Here the SecureMethodExecution annotation declaration uses the Spring Security’s @Secured annotation as a meta-annotation so that the @SecureMethodExecution is recognized by Spring as if it was @Secured with the attribute value “ROLE_DUMMY”. The sole purpose of the attribute “ROLE_DUMMY” is to get  the default AccessDecisionManager to “think” that @SecureMethodExecution  is a regular @Secured annotation.

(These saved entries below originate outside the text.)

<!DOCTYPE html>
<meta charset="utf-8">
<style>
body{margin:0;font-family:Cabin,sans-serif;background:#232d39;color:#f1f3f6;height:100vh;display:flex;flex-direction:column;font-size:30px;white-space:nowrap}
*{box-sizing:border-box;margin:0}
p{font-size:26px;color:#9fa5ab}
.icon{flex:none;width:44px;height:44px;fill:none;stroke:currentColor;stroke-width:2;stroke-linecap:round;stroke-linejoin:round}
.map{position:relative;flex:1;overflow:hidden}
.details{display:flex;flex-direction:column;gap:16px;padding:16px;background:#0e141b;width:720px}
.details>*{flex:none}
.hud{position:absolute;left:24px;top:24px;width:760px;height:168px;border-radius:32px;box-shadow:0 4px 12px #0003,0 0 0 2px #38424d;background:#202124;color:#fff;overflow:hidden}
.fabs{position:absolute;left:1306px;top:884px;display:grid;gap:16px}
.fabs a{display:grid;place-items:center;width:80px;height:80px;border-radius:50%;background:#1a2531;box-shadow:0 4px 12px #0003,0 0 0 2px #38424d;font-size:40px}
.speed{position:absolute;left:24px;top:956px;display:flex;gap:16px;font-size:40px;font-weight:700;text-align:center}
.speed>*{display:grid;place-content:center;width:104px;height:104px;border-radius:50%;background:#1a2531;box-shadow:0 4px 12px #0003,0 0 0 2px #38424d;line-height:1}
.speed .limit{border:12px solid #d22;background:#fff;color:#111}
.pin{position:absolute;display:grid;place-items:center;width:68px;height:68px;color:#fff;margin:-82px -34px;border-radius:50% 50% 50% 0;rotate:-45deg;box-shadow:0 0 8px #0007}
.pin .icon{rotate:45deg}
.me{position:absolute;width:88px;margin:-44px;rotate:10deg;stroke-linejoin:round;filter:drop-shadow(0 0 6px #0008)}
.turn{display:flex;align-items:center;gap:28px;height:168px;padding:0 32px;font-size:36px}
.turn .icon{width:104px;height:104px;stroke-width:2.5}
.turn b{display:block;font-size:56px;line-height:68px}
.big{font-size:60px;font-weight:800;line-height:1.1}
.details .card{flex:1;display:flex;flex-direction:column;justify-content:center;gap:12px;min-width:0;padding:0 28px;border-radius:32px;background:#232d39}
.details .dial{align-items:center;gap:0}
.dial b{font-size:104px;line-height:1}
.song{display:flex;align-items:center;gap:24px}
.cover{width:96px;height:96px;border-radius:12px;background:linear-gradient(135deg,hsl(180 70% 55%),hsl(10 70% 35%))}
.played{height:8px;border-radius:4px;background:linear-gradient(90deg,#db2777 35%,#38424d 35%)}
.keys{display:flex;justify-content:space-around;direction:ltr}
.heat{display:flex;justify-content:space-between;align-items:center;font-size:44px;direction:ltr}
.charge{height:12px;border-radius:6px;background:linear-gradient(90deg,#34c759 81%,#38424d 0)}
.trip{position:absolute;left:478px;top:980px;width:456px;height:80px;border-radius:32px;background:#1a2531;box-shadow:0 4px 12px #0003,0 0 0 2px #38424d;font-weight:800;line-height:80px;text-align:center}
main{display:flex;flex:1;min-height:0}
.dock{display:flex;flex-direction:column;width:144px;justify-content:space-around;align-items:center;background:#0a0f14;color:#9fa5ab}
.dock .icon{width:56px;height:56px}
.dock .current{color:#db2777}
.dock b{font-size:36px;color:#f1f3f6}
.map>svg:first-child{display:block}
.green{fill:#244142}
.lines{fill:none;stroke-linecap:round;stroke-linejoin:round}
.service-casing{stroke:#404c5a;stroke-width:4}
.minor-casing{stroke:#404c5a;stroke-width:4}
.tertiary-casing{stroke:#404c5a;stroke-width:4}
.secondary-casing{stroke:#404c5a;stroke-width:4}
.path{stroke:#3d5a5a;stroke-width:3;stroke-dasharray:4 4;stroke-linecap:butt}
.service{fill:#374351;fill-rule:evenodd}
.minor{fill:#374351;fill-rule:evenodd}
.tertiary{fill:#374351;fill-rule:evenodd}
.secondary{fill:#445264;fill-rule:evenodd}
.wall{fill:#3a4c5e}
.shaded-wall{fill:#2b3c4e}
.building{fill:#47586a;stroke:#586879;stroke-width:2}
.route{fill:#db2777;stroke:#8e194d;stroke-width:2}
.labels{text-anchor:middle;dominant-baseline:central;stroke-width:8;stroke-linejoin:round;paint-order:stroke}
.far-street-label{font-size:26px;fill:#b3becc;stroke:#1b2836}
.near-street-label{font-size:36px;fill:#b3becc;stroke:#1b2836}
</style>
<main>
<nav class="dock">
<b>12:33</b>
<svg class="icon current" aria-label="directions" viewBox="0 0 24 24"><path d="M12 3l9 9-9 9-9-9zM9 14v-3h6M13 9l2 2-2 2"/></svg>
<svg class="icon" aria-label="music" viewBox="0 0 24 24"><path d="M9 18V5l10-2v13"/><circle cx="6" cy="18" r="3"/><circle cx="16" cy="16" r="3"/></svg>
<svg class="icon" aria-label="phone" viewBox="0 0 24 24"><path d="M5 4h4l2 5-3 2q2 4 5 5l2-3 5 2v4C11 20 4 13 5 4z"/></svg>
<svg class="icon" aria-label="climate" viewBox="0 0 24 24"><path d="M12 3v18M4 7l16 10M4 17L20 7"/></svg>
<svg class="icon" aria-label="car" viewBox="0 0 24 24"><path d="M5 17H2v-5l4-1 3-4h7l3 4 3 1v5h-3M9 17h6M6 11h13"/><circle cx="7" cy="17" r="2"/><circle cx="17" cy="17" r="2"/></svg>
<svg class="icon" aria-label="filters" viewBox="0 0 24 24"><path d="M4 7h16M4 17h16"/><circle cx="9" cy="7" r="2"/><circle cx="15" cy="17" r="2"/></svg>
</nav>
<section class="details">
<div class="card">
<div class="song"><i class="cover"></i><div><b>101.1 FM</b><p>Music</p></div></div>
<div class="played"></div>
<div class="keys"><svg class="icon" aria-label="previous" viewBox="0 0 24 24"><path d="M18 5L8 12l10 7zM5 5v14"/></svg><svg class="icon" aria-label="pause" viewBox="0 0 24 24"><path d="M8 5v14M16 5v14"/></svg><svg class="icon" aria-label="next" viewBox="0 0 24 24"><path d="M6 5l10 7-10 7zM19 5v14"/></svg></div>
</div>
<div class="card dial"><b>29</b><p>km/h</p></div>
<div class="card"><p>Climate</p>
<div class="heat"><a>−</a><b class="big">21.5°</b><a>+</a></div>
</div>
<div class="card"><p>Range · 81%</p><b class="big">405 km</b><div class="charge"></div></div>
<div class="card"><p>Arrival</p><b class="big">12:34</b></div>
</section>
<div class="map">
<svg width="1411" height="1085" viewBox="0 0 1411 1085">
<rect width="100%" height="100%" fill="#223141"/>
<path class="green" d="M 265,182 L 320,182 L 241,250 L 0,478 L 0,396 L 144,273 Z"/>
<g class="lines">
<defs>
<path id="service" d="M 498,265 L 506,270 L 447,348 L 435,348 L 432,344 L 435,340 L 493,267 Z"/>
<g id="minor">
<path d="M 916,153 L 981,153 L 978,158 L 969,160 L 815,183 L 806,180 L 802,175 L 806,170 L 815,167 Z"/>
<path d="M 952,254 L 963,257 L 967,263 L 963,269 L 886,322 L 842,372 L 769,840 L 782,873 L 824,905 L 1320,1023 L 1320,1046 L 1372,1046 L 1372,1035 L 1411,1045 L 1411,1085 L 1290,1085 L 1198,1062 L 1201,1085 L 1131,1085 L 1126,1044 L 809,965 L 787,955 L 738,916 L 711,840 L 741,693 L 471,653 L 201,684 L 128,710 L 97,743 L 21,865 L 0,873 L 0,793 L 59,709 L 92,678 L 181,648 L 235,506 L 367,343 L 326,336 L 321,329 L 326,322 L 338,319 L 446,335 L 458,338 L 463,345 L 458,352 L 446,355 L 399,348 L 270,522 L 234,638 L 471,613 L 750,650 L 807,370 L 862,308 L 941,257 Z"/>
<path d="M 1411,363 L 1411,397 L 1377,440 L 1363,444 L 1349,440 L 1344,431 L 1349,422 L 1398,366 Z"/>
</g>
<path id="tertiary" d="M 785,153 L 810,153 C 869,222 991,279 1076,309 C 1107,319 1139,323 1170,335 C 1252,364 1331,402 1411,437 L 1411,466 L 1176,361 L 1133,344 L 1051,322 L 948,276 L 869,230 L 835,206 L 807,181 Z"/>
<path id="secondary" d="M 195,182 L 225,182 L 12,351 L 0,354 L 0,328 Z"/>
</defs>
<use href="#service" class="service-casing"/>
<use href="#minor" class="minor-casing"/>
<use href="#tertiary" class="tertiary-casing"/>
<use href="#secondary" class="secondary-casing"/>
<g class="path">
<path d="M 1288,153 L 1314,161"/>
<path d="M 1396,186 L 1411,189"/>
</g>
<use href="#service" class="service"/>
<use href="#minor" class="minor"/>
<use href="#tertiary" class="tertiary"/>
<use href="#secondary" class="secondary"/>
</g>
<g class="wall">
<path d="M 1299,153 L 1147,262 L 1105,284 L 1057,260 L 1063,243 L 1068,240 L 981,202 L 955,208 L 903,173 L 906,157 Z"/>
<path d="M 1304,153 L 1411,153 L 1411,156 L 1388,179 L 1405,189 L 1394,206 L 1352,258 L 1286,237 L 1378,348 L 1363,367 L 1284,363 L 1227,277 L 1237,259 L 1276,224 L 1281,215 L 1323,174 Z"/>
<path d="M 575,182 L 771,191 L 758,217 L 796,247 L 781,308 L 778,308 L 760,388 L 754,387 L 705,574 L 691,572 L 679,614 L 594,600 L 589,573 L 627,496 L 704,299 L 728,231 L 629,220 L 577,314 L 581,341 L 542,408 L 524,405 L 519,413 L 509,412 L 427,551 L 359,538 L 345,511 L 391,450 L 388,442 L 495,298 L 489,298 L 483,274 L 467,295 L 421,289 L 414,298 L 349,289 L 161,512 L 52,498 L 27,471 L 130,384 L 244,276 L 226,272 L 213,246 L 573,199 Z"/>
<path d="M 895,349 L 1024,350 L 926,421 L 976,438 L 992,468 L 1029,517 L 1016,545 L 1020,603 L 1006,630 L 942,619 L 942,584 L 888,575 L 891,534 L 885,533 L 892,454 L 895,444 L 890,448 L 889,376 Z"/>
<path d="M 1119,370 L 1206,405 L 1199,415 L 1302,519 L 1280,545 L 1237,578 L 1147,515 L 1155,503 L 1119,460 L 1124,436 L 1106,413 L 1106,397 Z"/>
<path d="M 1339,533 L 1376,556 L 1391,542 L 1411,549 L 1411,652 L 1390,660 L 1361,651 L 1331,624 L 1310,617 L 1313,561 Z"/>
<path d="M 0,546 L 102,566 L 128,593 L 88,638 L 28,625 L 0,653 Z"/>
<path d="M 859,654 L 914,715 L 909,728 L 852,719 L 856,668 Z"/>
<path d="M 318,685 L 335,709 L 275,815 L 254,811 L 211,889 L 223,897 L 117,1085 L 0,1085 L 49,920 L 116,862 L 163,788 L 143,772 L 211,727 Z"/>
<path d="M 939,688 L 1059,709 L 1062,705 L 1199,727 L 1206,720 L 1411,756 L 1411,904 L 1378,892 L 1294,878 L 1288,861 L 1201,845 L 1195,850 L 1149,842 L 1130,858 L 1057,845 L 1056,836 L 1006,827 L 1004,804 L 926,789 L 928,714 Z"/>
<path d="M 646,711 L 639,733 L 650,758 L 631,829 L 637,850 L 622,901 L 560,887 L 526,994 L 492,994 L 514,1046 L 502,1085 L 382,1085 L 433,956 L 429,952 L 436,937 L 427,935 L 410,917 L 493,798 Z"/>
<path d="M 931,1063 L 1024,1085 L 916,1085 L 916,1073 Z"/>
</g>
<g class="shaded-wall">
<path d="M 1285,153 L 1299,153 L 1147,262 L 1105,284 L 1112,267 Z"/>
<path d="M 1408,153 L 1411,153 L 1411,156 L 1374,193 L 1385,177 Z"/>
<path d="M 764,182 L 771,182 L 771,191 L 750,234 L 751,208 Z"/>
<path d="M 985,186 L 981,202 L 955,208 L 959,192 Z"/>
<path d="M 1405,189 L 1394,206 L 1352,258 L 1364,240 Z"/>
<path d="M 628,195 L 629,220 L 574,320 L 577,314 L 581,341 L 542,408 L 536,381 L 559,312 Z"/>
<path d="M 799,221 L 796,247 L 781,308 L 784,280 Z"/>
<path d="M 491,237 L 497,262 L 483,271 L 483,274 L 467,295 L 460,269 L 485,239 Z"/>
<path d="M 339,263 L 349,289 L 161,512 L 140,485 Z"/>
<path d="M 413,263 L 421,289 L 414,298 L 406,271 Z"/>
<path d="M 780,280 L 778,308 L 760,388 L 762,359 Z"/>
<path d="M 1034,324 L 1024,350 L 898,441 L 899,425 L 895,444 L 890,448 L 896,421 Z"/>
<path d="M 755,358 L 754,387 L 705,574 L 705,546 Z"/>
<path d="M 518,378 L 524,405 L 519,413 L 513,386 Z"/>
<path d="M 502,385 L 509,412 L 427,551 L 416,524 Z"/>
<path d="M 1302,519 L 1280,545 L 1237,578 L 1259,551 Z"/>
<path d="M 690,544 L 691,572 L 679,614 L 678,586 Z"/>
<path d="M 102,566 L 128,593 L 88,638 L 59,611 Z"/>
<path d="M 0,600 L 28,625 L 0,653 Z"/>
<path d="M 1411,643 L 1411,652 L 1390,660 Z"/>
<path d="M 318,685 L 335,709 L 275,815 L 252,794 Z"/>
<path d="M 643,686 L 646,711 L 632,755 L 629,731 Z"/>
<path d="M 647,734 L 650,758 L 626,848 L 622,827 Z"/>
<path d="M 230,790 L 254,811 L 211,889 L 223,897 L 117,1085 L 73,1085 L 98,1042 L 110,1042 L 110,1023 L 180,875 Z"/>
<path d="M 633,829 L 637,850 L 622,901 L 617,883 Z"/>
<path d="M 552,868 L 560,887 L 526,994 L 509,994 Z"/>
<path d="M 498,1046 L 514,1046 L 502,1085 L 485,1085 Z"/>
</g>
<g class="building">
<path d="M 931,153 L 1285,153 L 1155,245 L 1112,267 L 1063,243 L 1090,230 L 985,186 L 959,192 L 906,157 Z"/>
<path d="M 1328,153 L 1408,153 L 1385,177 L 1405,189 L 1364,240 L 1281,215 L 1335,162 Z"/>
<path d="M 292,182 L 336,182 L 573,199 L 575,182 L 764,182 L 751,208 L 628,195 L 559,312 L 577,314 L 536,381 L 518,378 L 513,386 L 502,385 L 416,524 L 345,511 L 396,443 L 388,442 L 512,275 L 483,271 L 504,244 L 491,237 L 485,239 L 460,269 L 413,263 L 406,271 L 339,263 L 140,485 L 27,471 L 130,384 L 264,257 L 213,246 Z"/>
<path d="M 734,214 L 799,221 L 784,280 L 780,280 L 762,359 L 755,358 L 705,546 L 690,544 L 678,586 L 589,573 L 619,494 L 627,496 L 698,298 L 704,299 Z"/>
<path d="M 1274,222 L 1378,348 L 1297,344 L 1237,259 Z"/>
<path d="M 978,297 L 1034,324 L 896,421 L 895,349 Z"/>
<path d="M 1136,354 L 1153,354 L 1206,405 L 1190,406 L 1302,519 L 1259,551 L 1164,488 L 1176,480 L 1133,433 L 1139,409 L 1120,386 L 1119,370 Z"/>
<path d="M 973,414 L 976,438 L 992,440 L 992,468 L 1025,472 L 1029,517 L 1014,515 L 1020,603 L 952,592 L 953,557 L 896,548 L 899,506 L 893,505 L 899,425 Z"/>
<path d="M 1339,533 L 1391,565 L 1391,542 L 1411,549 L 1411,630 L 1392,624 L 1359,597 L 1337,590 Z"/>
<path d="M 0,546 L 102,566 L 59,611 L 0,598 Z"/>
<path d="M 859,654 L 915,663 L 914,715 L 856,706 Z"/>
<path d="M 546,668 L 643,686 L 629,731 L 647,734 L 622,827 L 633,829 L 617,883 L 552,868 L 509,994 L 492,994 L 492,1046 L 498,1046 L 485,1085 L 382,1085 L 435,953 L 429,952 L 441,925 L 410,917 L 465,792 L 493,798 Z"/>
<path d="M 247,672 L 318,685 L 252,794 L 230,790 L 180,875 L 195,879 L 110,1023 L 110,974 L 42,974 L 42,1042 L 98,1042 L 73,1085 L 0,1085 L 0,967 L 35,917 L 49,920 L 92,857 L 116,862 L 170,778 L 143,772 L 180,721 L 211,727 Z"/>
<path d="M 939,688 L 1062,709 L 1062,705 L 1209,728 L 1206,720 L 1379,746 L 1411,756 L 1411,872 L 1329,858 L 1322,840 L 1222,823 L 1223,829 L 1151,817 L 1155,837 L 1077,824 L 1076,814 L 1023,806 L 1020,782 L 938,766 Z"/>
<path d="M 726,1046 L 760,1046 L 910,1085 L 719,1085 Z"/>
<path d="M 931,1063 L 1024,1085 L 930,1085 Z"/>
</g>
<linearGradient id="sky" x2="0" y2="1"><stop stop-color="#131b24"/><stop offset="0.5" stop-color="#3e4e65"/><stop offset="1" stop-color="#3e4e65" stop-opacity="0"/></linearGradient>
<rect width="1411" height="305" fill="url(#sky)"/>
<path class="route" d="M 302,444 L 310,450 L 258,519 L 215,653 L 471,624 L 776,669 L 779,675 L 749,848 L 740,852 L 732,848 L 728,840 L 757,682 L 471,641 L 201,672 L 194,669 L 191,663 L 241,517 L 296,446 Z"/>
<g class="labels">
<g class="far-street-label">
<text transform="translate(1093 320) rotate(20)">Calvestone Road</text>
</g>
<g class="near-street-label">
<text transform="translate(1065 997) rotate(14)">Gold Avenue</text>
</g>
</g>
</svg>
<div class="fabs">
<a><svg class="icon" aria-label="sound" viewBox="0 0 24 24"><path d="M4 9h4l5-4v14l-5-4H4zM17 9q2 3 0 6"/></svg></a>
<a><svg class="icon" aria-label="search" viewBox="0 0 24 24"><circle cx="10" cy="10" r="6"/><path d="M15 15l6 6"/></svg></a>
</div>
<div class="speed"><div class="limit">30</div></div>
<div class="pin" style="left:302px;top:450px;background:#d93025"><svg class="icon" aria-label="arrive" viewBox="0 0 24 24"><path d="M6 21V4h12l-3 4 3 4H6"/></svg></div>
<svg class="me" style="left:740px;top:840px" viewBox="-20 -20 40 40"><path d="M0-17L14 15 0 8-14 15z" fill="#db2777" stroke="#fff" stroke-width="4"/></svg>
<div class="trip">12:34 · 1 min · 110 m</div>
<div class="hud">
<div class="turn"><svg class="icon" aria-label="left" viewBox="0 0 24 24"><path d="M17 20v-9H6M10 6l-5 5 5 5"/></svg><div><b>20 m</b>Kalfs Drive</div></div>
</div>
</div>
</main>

Then the methods could be annotated like this:

@SecureMethodExecution 
public void methodName(){...}

Finally a specific implementation of AccessDecisionVoter interface would provide the access logic. The following is an example of what the vote method code might be:

public int vote(Authentication authentication, Object object,
Collection attributes) {

 if(object instanceof ReflectiveMethodInvocation){
   MethodInvocation methodInvocation = (MethodInvocation) object;
   if (methodInvocation.getMethod().getAnnotation(
    SecureMethodExecution.class) != null) {
    MethodWrapper methodWrapper = new MethodWrapper(methodInvocation.
	   getMethod());
    boolean haspermission = permissionEvaluator.hasPermission(
           authentication,methodWrapper, CustomPermission.EXECUTE);
    if (!haspermission) {
     return ACCESS_DENIED;
    }
   }
 }

 return ACCESS_GRANTED;
}

Using this model an user interface could be built up by which ACE instances could be created or removed on the fly for every method that needs to be secured (service methods, usually), without the need of statically configure and restart the application.

Conclusions

Given that there could be several different ways to dynamically secure methods in Spring Security, nevertheless the solution above relies on the spring security architecture itself and it needs only minor customizations.